GFA's Child Sponsorship Program Uplifts India's OutCaste for Christ
by Allie Martin and Jenni Parker
August 4, 2005
(AgapePress) - Thousands of the most at-risk children in India have a chance for a better life, thanks to a Texas-based missionary organization called Gospel for Asia (GFA). Several years ago, missionaries with the ministry began an outreach designed to take God's Word to children of India's Dalits -- the outcaste people formerly known as untouchables -- as well as to other low-caste and tribal families.Today, nearly 19,000 students are enrolled in GFA's "Bridge of Hope" program, where they receive school uniforms, food, and after-school education and Bible study.
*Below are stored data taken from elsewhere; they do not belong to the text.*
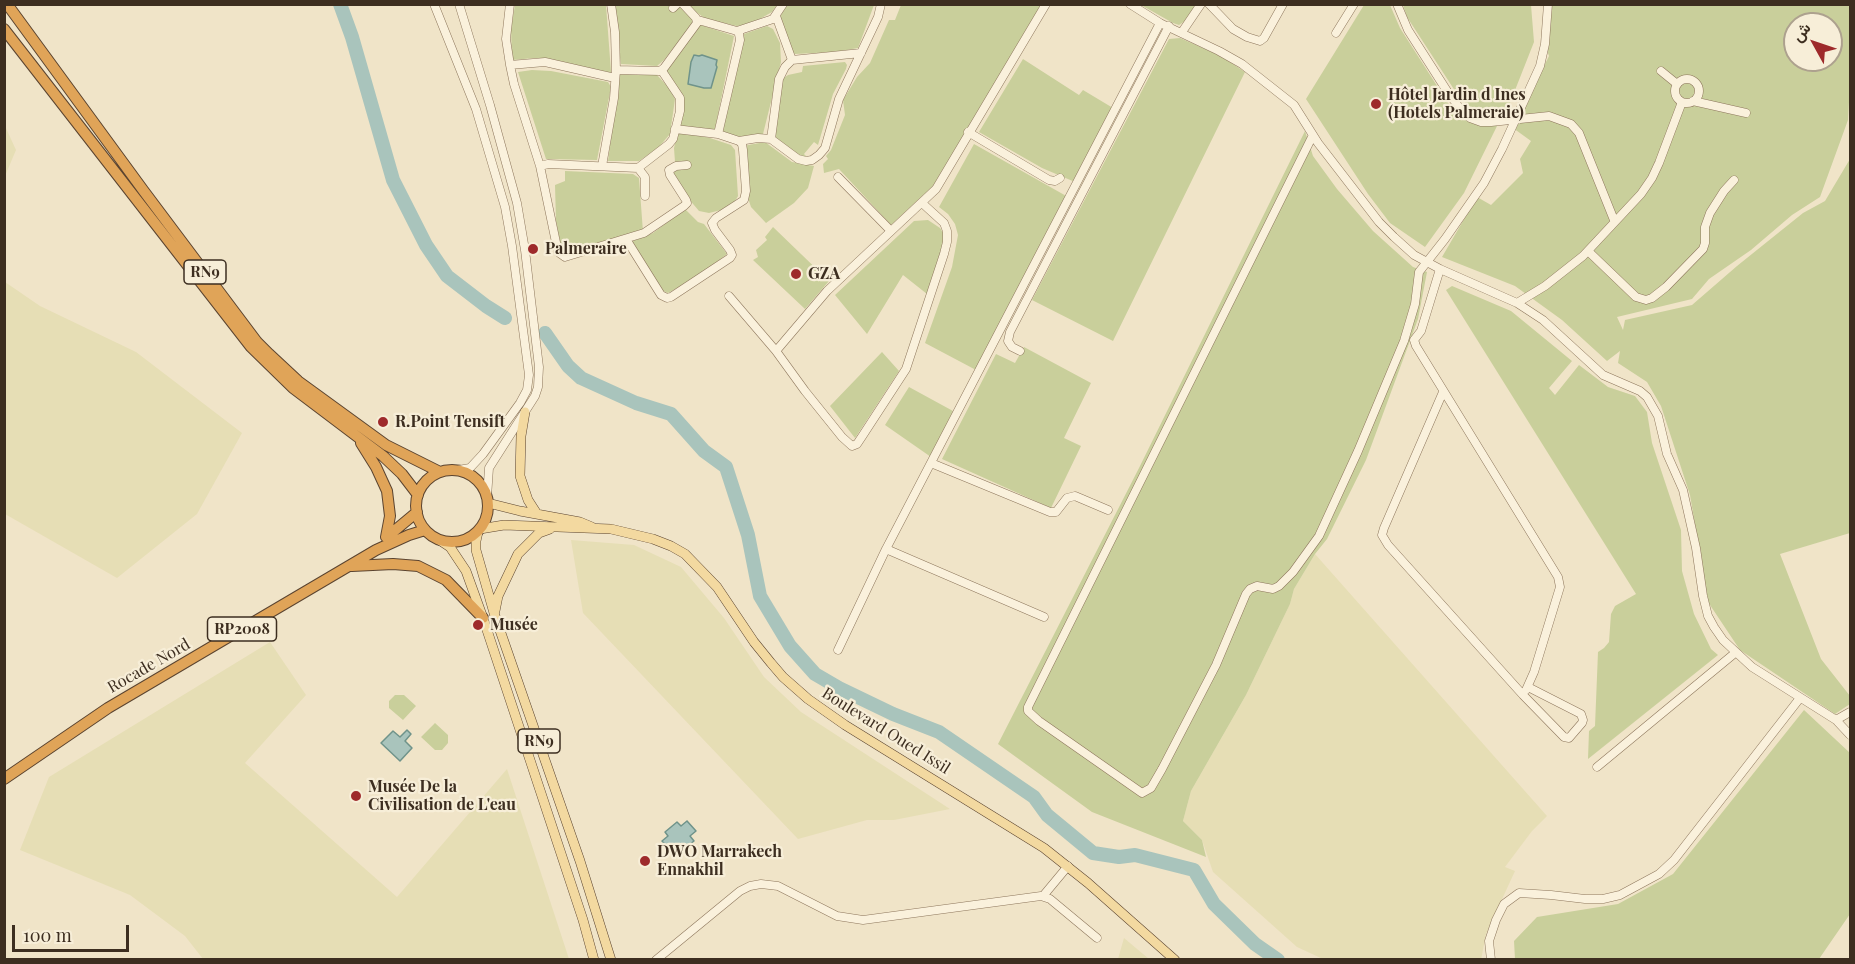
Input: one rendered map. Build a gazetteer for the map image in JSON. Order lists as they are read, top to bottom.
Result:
{
  "streets": {
    "highway": ["RN9", "RP2008", "Rocade Nord"],
    "main road": ["Boulevard Oued Issil"]
  },
  "crossings": [
    ["RN9", "RP2008"],
    ["RN9", "Boulevard Oued Issil"],
    ["RP2008", "Rocade Nord"],
    ["RP2008", "Boulevard Oued Issil"]
  ],
  "places": [
    "Hôtel Jardin d Ines (Hotels Palmeraie)",
    "Palmeraire",
    "GZA",
    "R.Point Tensift",
    "Musée",
    "Musée De la Civilisation de L'eau",
    "DWO Marrakech Ennakhil"
  ],
  "scale_bar": "100 m",
  "north": "top left"
}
For less than $30 a month, a child enrolled in this sponsorship program can be provided with education, nutrition, medical care and social skills development training.
Pastor Benny, who works with GFA, says without the benefits provided through the Bridge of Hope project, the children this outreach targets would face a bleak future in India. "Most of these children belong to Dalit communities and other backward communities," he notes. "They need education, they need safe water, they need nutritious food -- those are the children that we're talking about."
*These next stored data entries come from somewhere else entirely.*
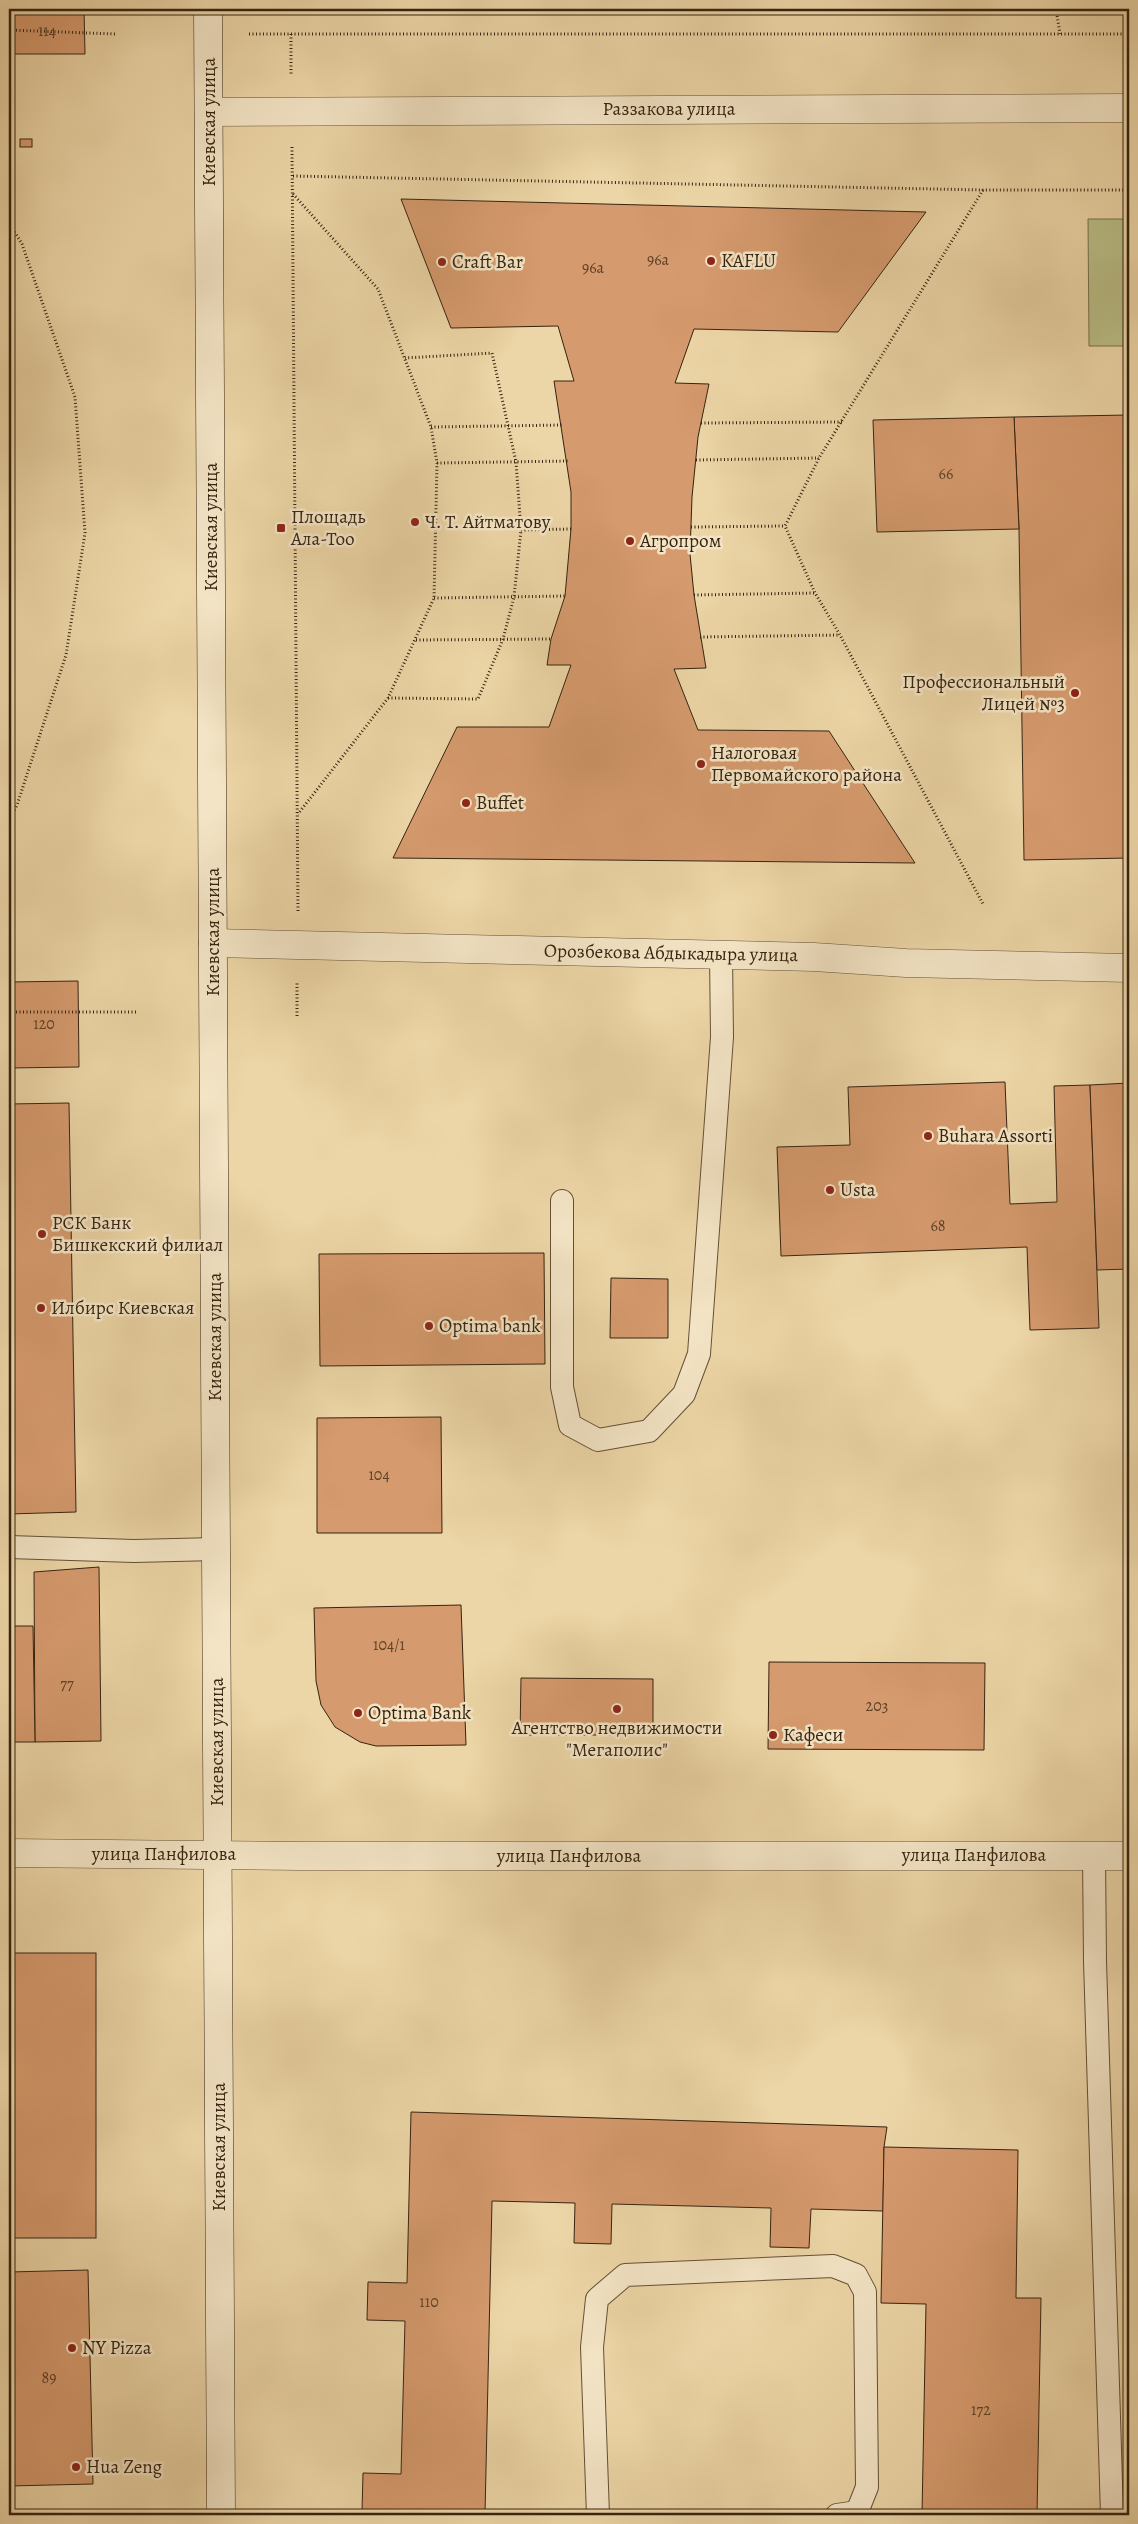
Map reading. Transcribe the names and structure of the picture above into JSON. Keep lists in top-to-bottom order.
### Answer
{
  "streets": {
    "street": [
      "Раззакова улица",
      "Киевская улица",
      "Орозбекова Абдыкадыра улица",
      "улица Панфилова"
    ]
  },
  "crossings": [
    ["Раззакова улица", "Киевская улица"],
    ["Киевская улица", "Орозбекова Абдыкадыра улица"],
    ["Киевская улица", "улица Панфилова"]
  ],
  "places": {
    "other": [
      "KAFLU",
      "Craft Bar",
      "Ч. Т. Айтматову",
      "Агропром",
      "Профессиональный Лицей №3",
      "Налоговая Первомайского района",
      "Buffet",
      "Buhara Assorti",
      "Usta",
      "РСК Банк Бишкекский филиал",
      "Илбирс Киевская",
      "Optima bank",
      "Агентство недвижимости \"Мегаполис\"",
      "Optima Bank",
      "Кафеси",
      "NY Pizza",
      "Hua Zeng"
    ],
    "transit": ["Площадь Ала-Тоо"]
  },
  "house_numbers": [
    "114",
    "96a",
    "96a",
    "66",
    "120",
    "68",
    "104",
    "104/1",
    "77",
    "203",
    "110",
    "89",
    "172"
  ]
}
The Christian ministry's outreach is designed to give children like these throughout India a chance to break out of the oppressive caste system in their society, in which rigid class divisions limit opportunities for those born into --or below -- a particular stratum of the traditional social hierarchy. The Dalits are people who fall outside the four Hindu castes, which are -- from highest to lowest -- the Brahmins (priests and teachers), Kshatriyas (rulers and warriors), Vaishyas (merchants and skilled craftsmen) and Shudras (farmers and laborers).
The untouchables are considered beneath the lowest caste, and the more contemporary term for them, "Dalit," is variously translated "crushed," "oppressed" or "stepped on." Indian leader Mahatma Ghandi coined the more compassionate but less preferred term Harijan or "Children of God" for the group formerly known as the untouchables in India, and he worked to eradicate the officially sanctioned discrimination and oppression they faced.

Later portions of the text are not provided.